This function will be called when functions get declared, to take care of function calls that has not been checked yet! This actual integration will come in later articles...

Revisit_dump function

Last but not least we need a function that prints out what remained in the queue. We just have to loop through the queue, print the name of the identifier, and depending on the revisit type also the revisit type, but in text (not an integer value). Very simple process actually.
So, the code is:

void revisit_dump(FILE *of){
    int i;
    revisit_queue *q;
    q = queue;

    fprintf(of,"------------ -------------\n");
    fprintf(of,"Identifier   Revisit Type\n");
    fprintf(of,"------------ -------------\n");
    while(q != NULL){
        fprintf(of, "%-13s", q->st_name);
        if(q->revisit_type == PARAM_CHECK){
            fprintf(of,"%s","Parameter Check");
        }
        // more later on
        fprintf(of, "\n");
        q = q->next;	
    }
}

This will be called after the parsing procedure is done in the same way as the symbol table dump. The code is:

yyout = fopen("revisit_dump.out", "w");
revisit_dump(yyout);
fclose(yyout);

Inserting undeclared identifiers in that queue

The first thing I thought about was declaring a flag variable similar to the declare variable, but there is one big problem. We can't run an action before finding the ID that easily, which is what happens in function call statements. This shows us that we can't do the same programming trick that we did with declarations. So, to be able to check all this we ended up making all the stuff discussed through-out the article.
The simplest way of integrating the new revisit queue is by adding it to the correct point of the "insert" function that also takes care of declarations. Knowing when exactly we declare, we should have already taken care of insertions to the symbol table, when we are currently not declaring! So, what does this mean?

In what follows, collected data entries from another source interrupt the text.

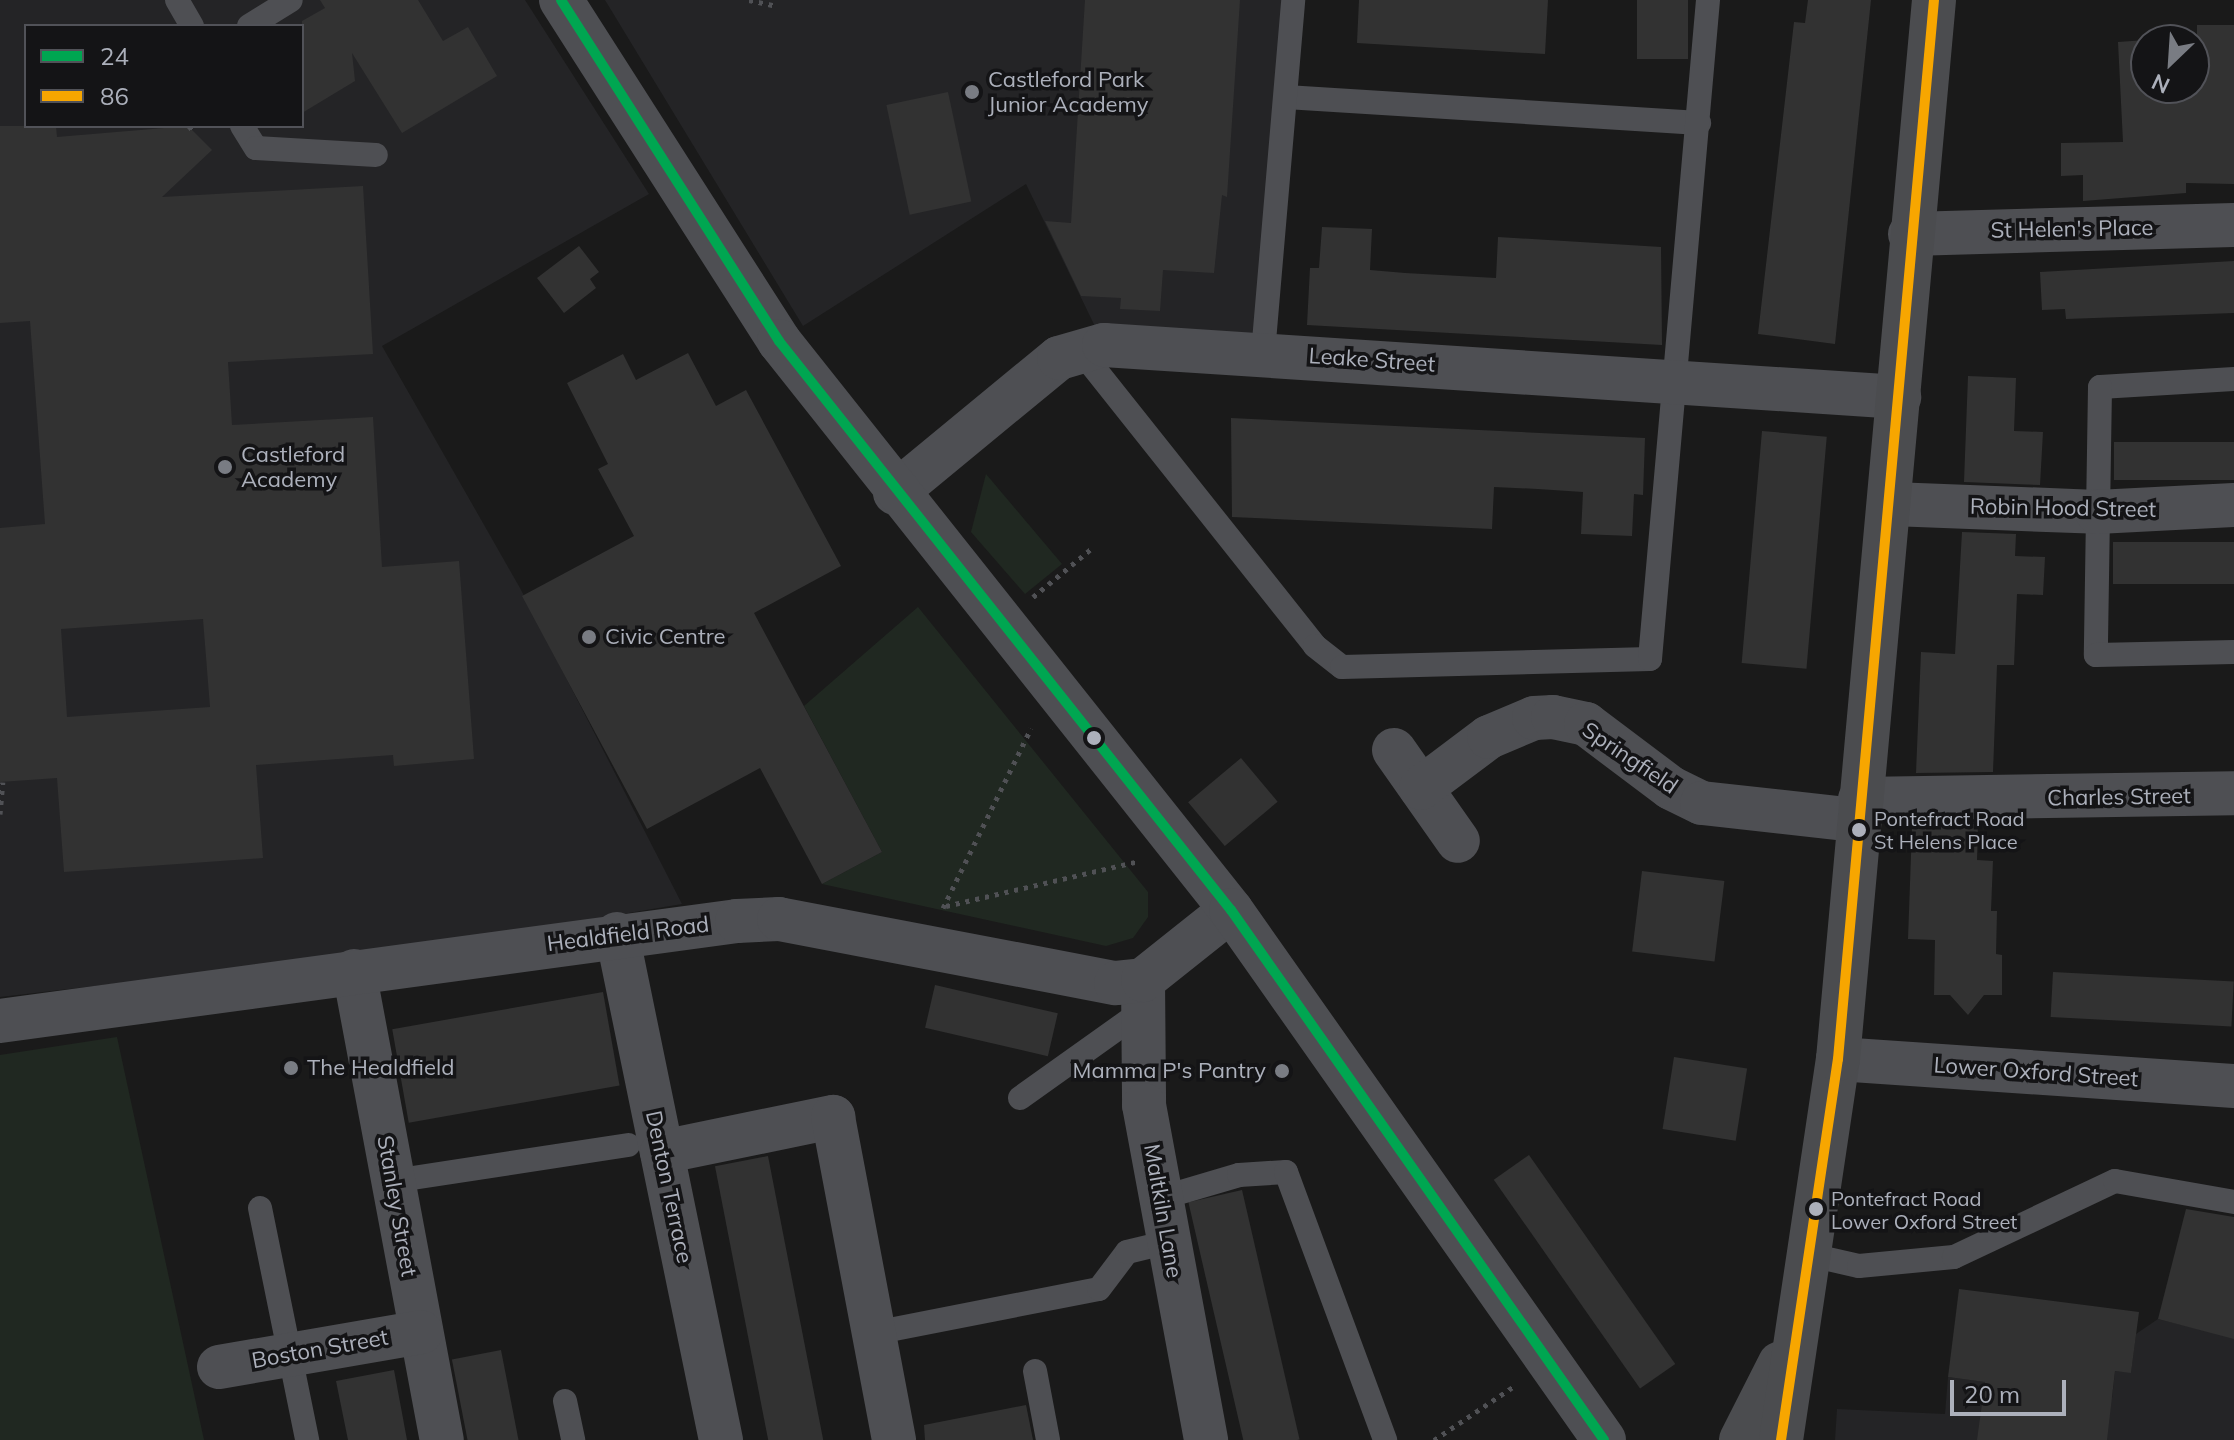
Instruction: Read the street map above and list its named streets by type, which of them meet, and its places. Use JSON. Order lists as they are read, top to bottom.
{
  "streets": {
    "street": [
      "St Helen's Place",
      "Leake Street",
      "Robin Hood Street",
      "Springfield",
      "Charles Street",
      "Healdfield Road",
      "Lower Oxford Street",
      "Denton Terrace",
      "Stanley Street",
      "Maltkiln Lane",
      "Boston Street"
    ]
  },
  "crossings": [
    ["Springfield", "Charles Street"],
    ["Healdfield Road", "Denton Terrace"],
    ["Healdfield Road", "Stanley Street"],
    ["Healdfield Road", "Maltkiln Lane"],
    ["Stanley Street", "Boston Street"]
  ],
  "places": [
    "Castleford Park Junior Academy",
    "Castleford Academy",
    "Civic Centre",
    "Pontefract Road St Helens Place",
    "The Healdfield",
    "Mamma P's Pantry",
    "Pontefract Road Lower Oxford Street"
  ],
  "lines": ["transit line 24", "transit line 86"],
  "legend": ["24", "86"],
  "scale_bar": "20 m",
  "north": "bottom left"
}
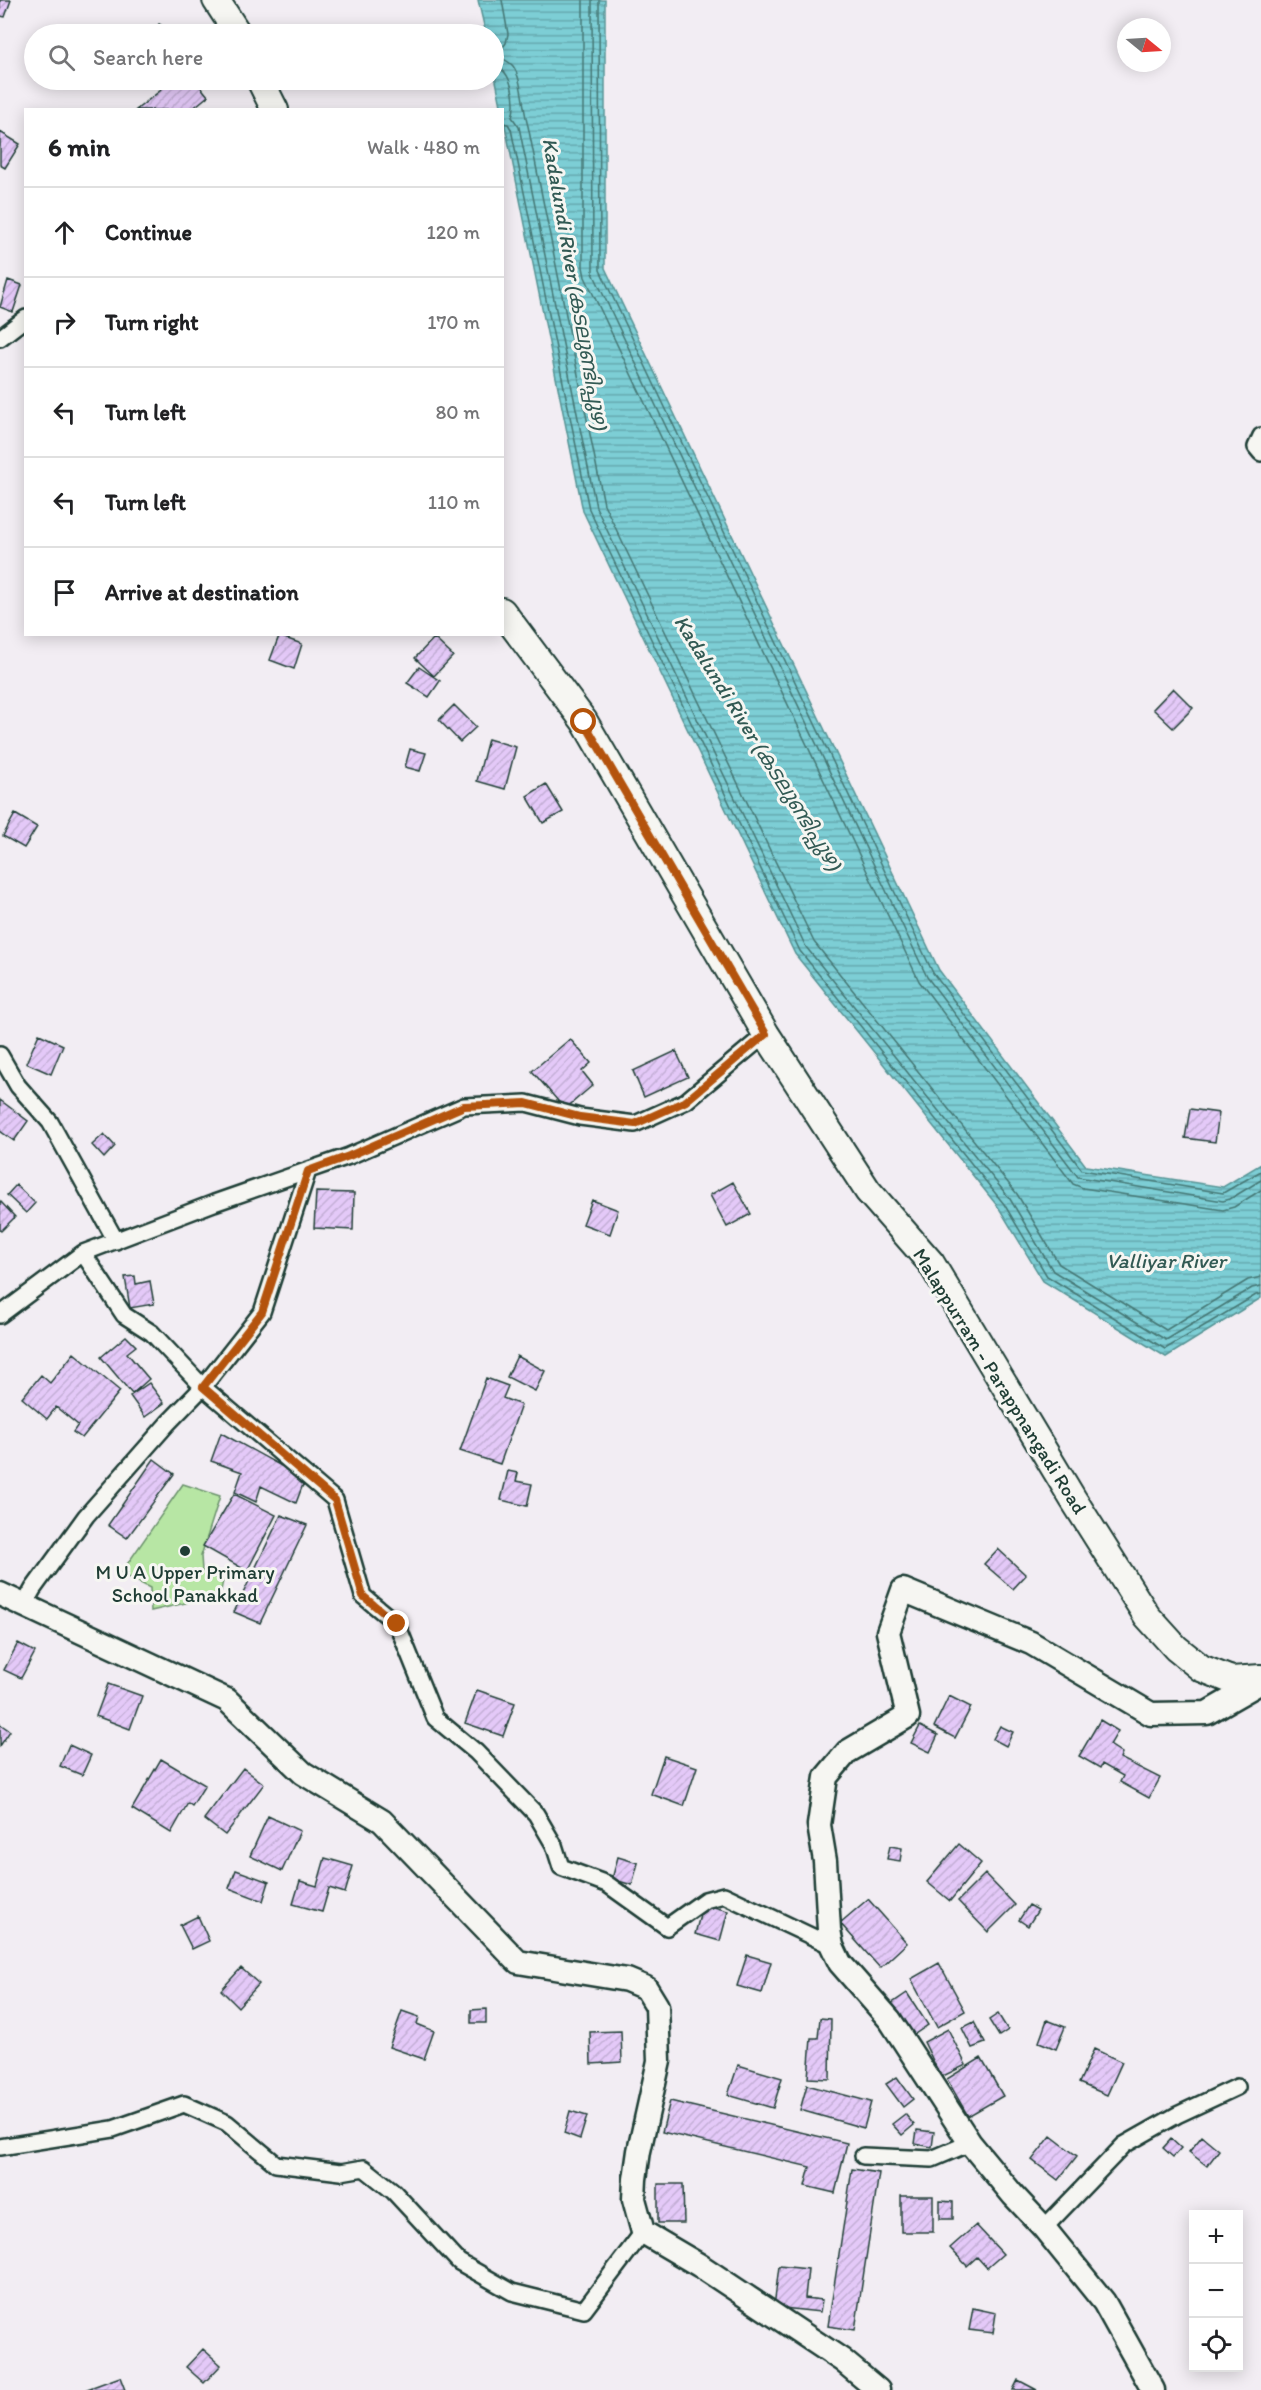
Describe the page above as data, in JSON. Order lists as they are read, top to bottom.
{
  "streets": {
    "main road": ["Malappurram - Parappnangadi Road"]
  },
  "water": ["Kadalundi River (കടലുണ്ടിപ്പുഴ)", "Valliyar River"],
  "places": ["M U A Upper Primary School Panakkad"],
  "north": "right",
  "page": {
    "search": "Search here",
    "heading": ["6 min", "Walk · 480 m"],
    "list": [
      ["Continue", "120 m"],
      ["Turn right", "170 m"],
      ["Turn left", "80 m"],
      ["Turn left", "110 m"],
      "Arrive at destination"
    ],
    "map_buttons": ["+", "−"]
  }
}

Well, we already took care of the case of having an entry already inside of the symbol table, but of different scope, by creating a new entry only when currently declaring. In the same way, there is also this case of having no entry at all, that I completely forgotten in the Scope resolution article! So, when there is no entry yet, we should only add an entry when currently declaring. BUT, to take care of function calls, we should add the identifier either way, by also adding the identifier to the revisit queue, whenever we have "declare = 0".
So, the first part of the insert function becomes:

/* variable not yet in table */
if (l == NULL){
    /* check if we are really declaring */
    if(declare == 1){
        /* set up entry */
        l = (list_t*) malloc(sizeof(list_t));
        strncpy(l->st_name, name, len);
        l->st_type = type;
        l->scope = cur_scope;
        l->lines = (RefList*) malloc(sizeof(RefList));
        l->lines->lineno = lineno;
        l->lines->next = NULL;

        /* add to hashtable */
        l->next = hash_table[hashval];
        hash_table[hashval] = l; 
        printf("Inserted %s for the first time with linenumber %d!\n", name, lineno);
    }
    else{
        /* add it to check it again later */
        l = (list_t*) malloc(sizeof(list_t));
        strncpy(l->st_name, name, len);
        l->st_type = type;
        l->scope = cur_scope;
        l->lines = (RefList*) malloc(sizeof(RefList));
        l->lines->lineno = lineno;
        l->lines->next = NULL;
        l->next = hash_table[hashval];
        hash_table[hashval] = l;
        printf("Inserted %s at line %d to check it again later!\n", name, lineno);
	
        /* Adding identifier to the revisit queue! */
        add_to_queue(l->st_name, PARAM_CHECK);
    }
}

Full example result discussion

Running the compiler for "full_example.c" we now get more messages and also a new "revisit_dump.out" file after the procedure is done.
Messages of "check later":

The "queue has entries" warning:

Queue dump file:

Very interesting indeed! We can see that the function call identifiers have been truly inserted to the revisit queue. Now what remains to do afterwards is to revisit them for parameter checking whenever a function get's declared. Of course the revisit function will be called always, but a result of '1' (as we mentioned earlier) will tell the "caller" function that we had no entries to revisit, meaning that the function will be used later on in another function or be completely useless!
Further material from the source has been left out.